Los ecos de Chamberlain

Por Robert Fisk *

Por alguna razón, las dos guerras mundiales del siglo pasado comenzaron lejos de casa. Apuesto a que en enero de 1914, la mayoría de las personas no sabían encontrar Sarajevo en el mapa. Pero ¿cuántos de nosotros, en serio, sabía hace un año dónde estaba Simferopol? ¿O por caso, hace tres semanas? La Segunda Guerra Mundial comenzó porque los británicos simplemente no podían aceptar otro mal acuerdo como Checoslovaquia –“un país lejano con gente de la que no sabemos nada”, en la que nuestro Chamberlain, al menos, puso distancia frente a la ignorancia.

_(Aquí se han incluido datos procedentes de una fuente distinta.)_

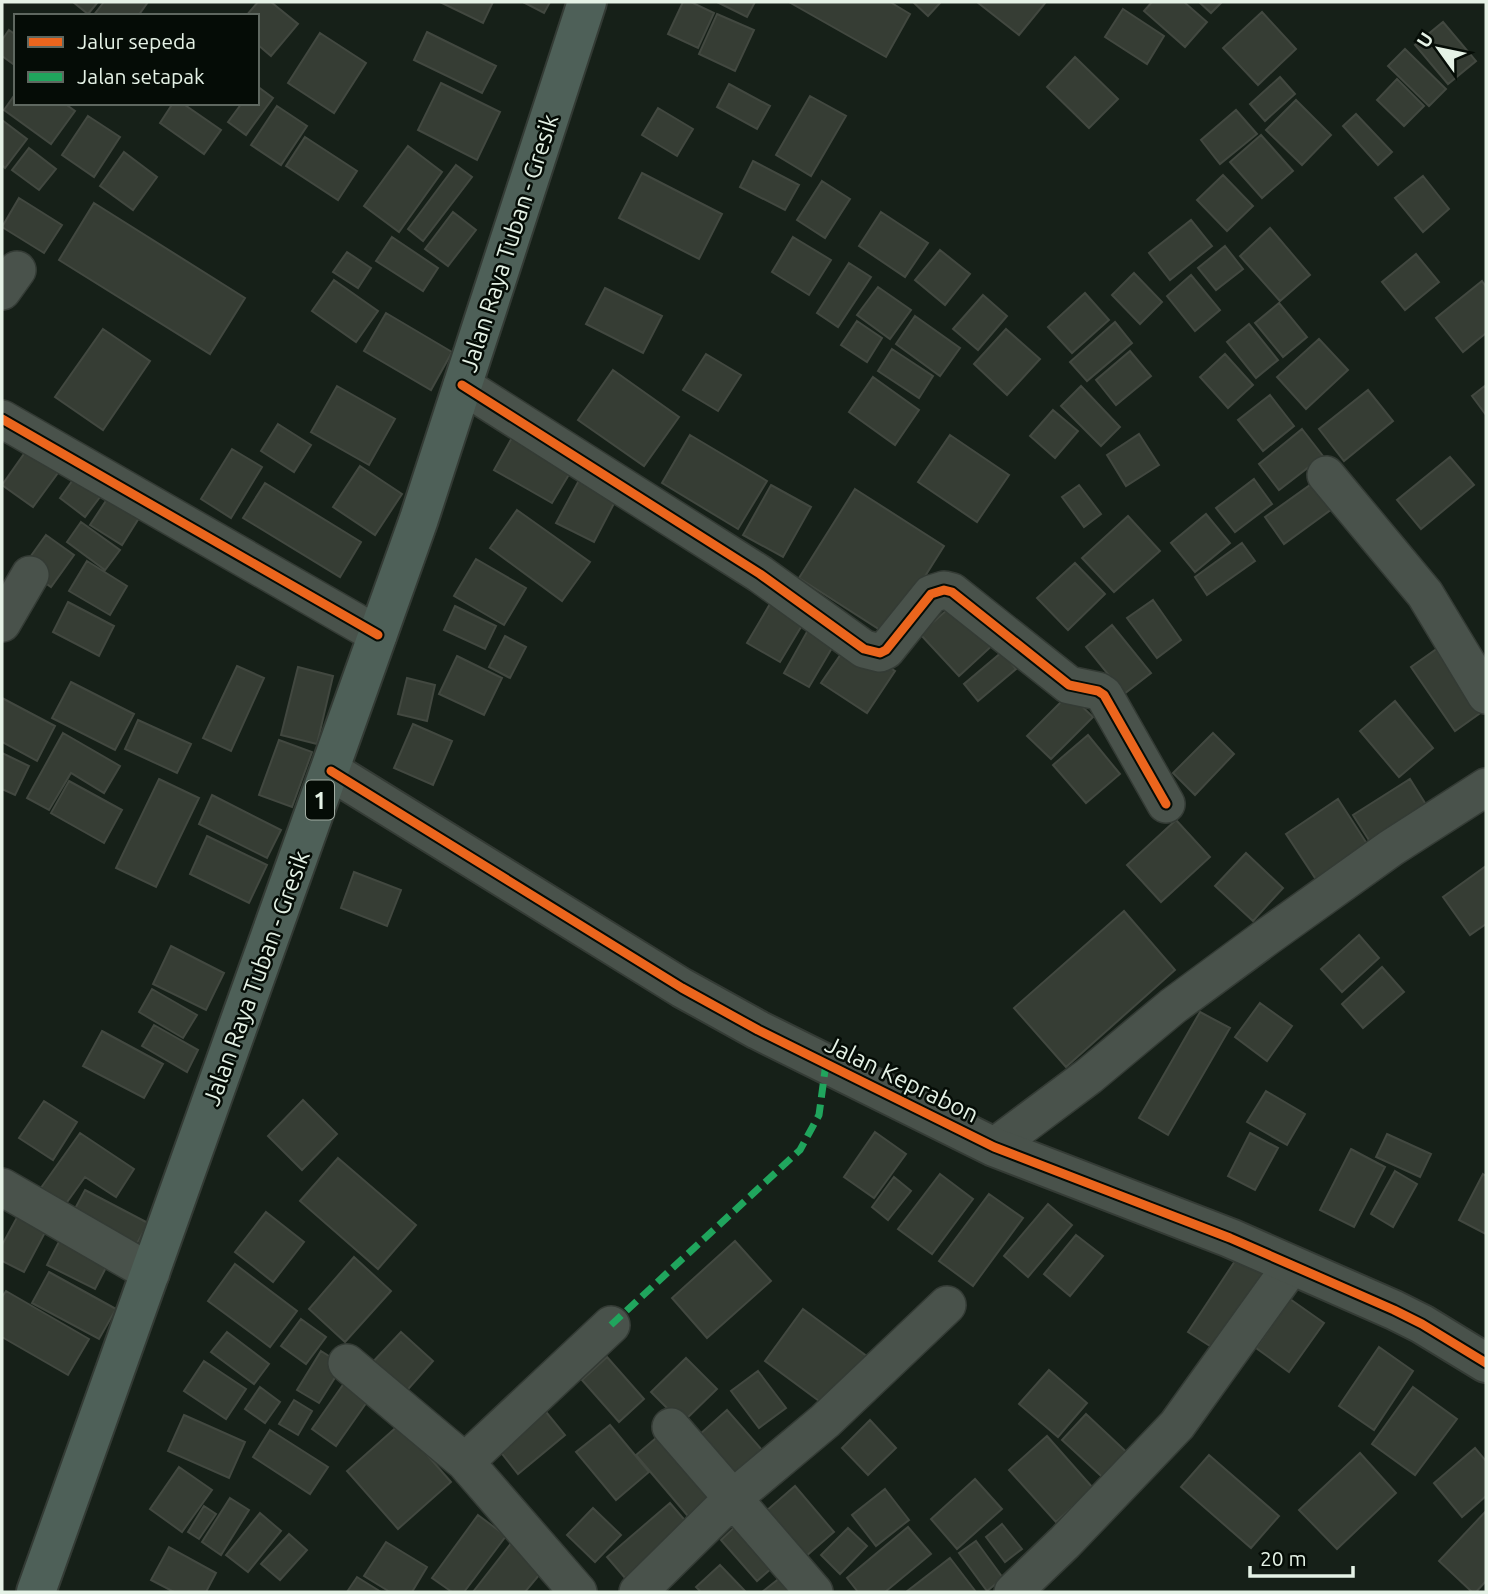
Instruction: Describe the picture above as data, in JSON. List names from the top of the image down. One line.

Así que Polonia compartía, lamentablemente, una frontera con la moderna Ucrania.

Y esto realmente es, me temo, la especie de sombría conciencia por la que no podemos desilusionar otra vez a Polonia/Ucrania, no podemos dejar que Putin amenace a Ucrania como dejamos que Hitler amenazara a Polonia. Polonia está en la puerta de Ucrania –es curioso cómo nos enojamos sobre los países que están “en nuestra puerta”– eso es lo que dijimos acerca de Bosnia en la década de 1990, como si esos horribles bosnios y los croatas y los serbios no merecieran que les abriéramos la puerta. Estaban en el patio trasero, sospecho que sin letrinas, ya saben cómo es.

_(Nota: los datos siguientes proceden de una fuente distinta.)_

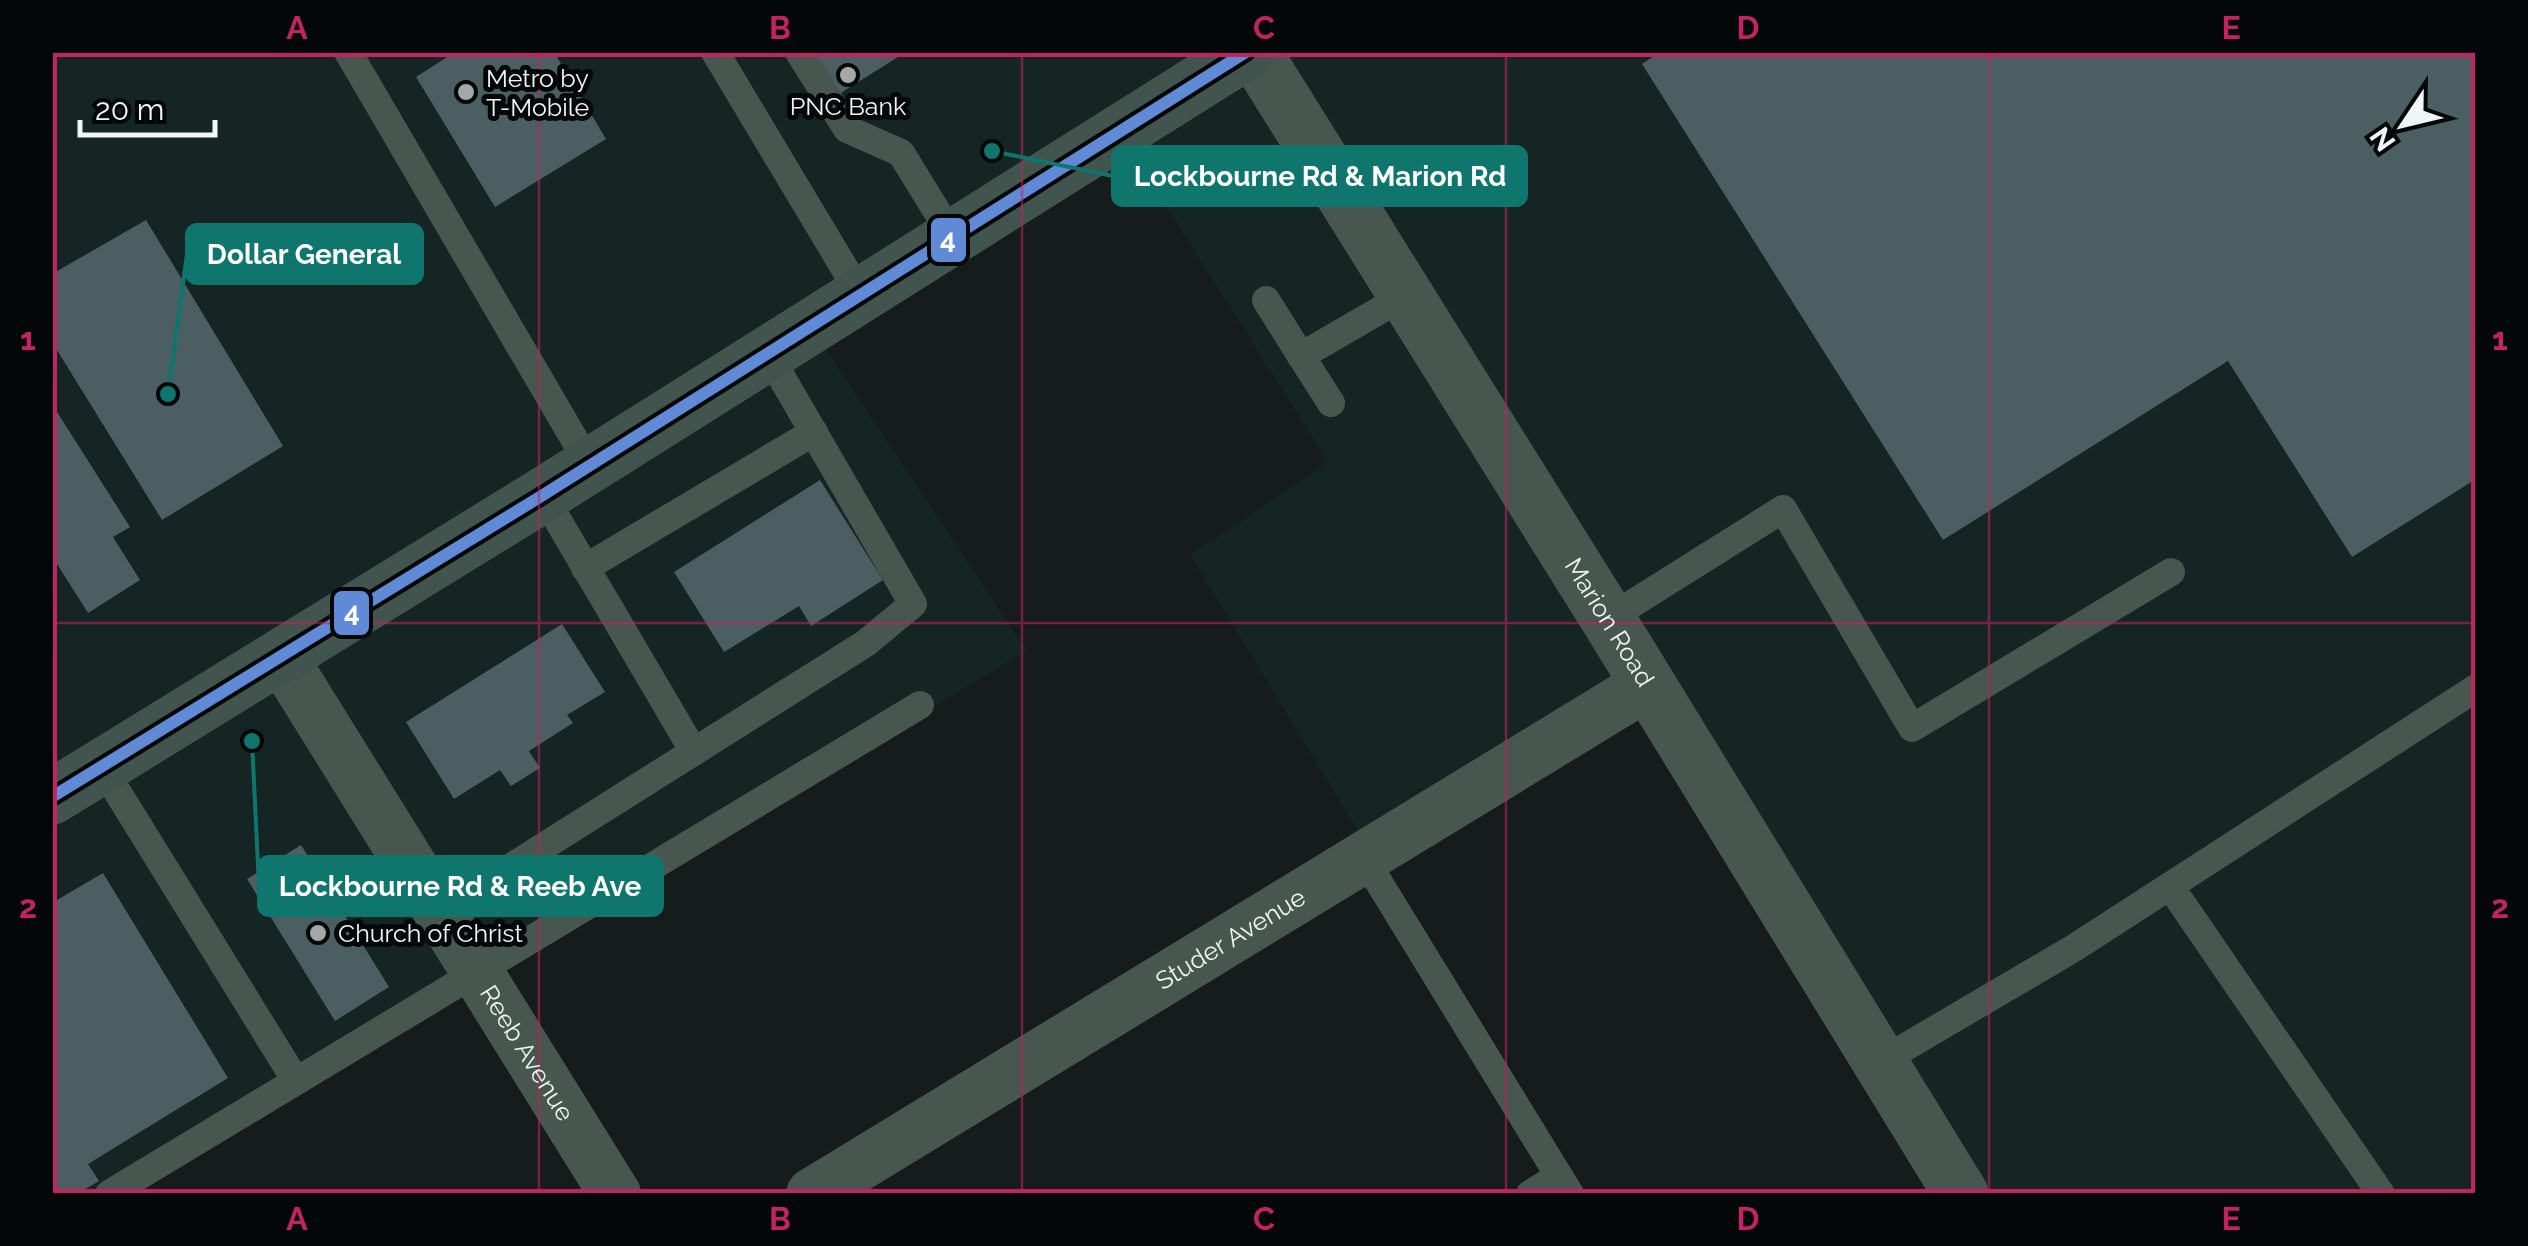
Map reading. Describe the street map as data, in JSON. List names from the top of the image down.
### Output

Por supuesto que Putin no es Hitler y sería bueno tratar de sacarnos la Segunda Guerra Mundial de la cabeza, aunque sea porque los rusos estuvieron en nuestro bando en la última guerra y en la guerra anterior, por un tiempo. También los serbios. Pero lo que me llamó la atención, viendo a los bon vivants de la Unión Europea, con cara de serios la semana pasada en Bruselas, fue que esta gente no tiene experiencia en guerras y de alguna manera piensa que si hace sus amenazas puede irse a casa y olvidar “la crisis”. Admito que estoy muy conmovido por un titular de prensa en Beirut, la semana pasada, que comenzaba así: “Viene una guerra”. Bueno, esperemos que no.

Y la “crisis” o la guerra “inminente” en Ucrania es de gran interés para el presidente Bashar al Assad de Siria, que habrá sentido un gran alivio al ver a Putin saltar al rescate de la Rusia ucraniana, con tanta firmeza como lo hizo con Siria. De hecho, Al Assad, según su gobierno, incluso envió un telegrama a Putin –¿alguien todavía manda “telegramas?– en el que expresa la solidaridad de Siria con los esfuerzos de Putin “para restaurar la seguridad y la estabilidad en Ucrania frente a intentos de golpe contra la legitimidad y la democracia en favor de los terroristas radicales”. Siria estaba comprometida, dijo Al Assad, con “el enfoque pacifista del presidente Putin, que busca establecer un sistema mundial que apoye la estabilidad y la lucha”.

Al Assad alabó el “liderazgo político sabio y el compromiso con la legitimidad internacional basada en la ley que rige las relaciones entre las naciones y los pueblos” de Putin. Ese es el punto. A Al Assad le gustó lo que vio en Simferopol, aunque no dijo nada sobre el derrocado Viktor Yanukovich, lo que no sorprende. El líder ucraniano huyó de su propio país. Al Assad no huyó. A Putin, sospecho, le habría gustado que no se fuera, como habrá disfrutado que la señora Clinton, el propio Obama, David Cameron y los señores Hollande y Sarkozy dijeran hace años que Al Assad se iría, estaba a punto de irse o prácticamente se había ido, pero estaban totalmente equivocados.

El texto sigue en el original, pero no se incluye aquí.